Dynamic Imaging Reveals Coordinate Effects of Cyclic Stretch and Substrate Stiffness on Endothelial Integrity

Arkaprava Dan; Ryan B. Huang; Deborah E. Leckband

doi:10.1007/s10439-016-1677-4

Dynamic Imaging Reveals Coordinate Effects of Cyclic Stretch and Substrate Stiffness on Endothelial Integrity

Arkaprava Dan, Ryan B. Huang, Deborah E. Leckband

Research output: Contribution to journal › Article › peer-review

Abstract

We describe an equibiaxial cell stretcher and hybrid, elastic membrane platform designed for dynamic imaging of cells on substrates with physiological stiffness undergoing cyclic stretch.
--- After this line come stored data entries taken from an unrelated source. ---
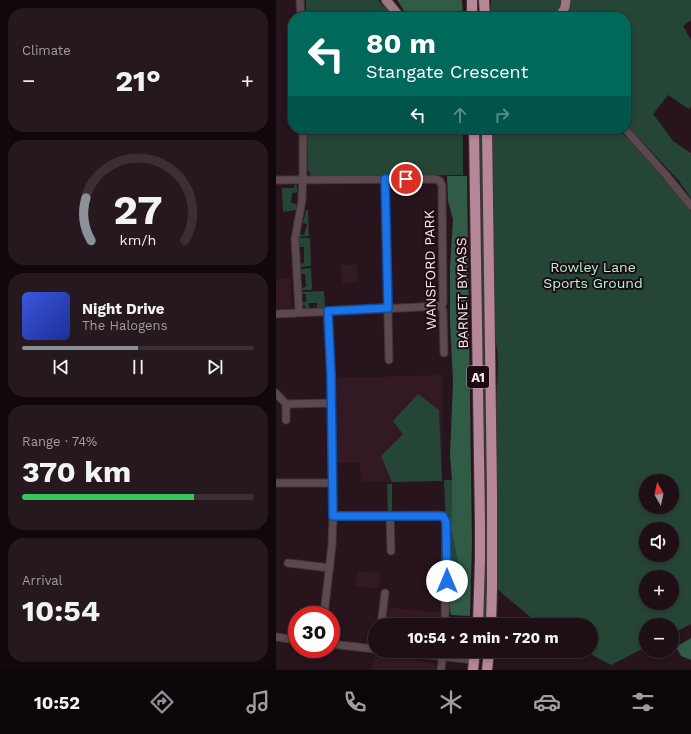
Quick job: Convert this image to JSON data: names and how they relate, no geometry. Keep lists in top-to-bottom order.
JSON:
{
  "streets": {
    "highway": ["BARNET BYPASS", "A1"],
    "street": ["WANSFORD PARK"]
  },
  "parks": ["Rowley Lane Sports Ground"],
  "north": "top",
  "page": {
    "tile": [
      "Climate",
      ["Range · 74%", "370 km"],
      ["Arrival", "10:54"]
    ],
    "turn": ["80 m", "Stangate Crescent"],
    "heat": ["−", "21°", "+"],
    "song": ["Night Drive", "The Halogens"],
    "map_buttons": ["+", "−"],
    "limit": "30",
    "trip": "10:54 · 2 min · 720 m",
    "tabs": "10:52",
    "gauge": ["27", "km/h"]
  }
}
Studies enabled by this device revealed that both substrate stiffness and cyclic stretch coordinately protect pulmonary endothelial monolayers against thrombin-induced disruption. The fluorescence imaging possible with the designed hybrid membranes further revealed similarities and differences in actin and cell dynamics during monolayer recovery. The improved live-cell imaging capabilities of this platform, when used in conjunction with fluorescent probes, will have broad applications for investigations of the impact of biochemical stimuli and mechanotransduction mechanisms on mechanically perturbed tissues.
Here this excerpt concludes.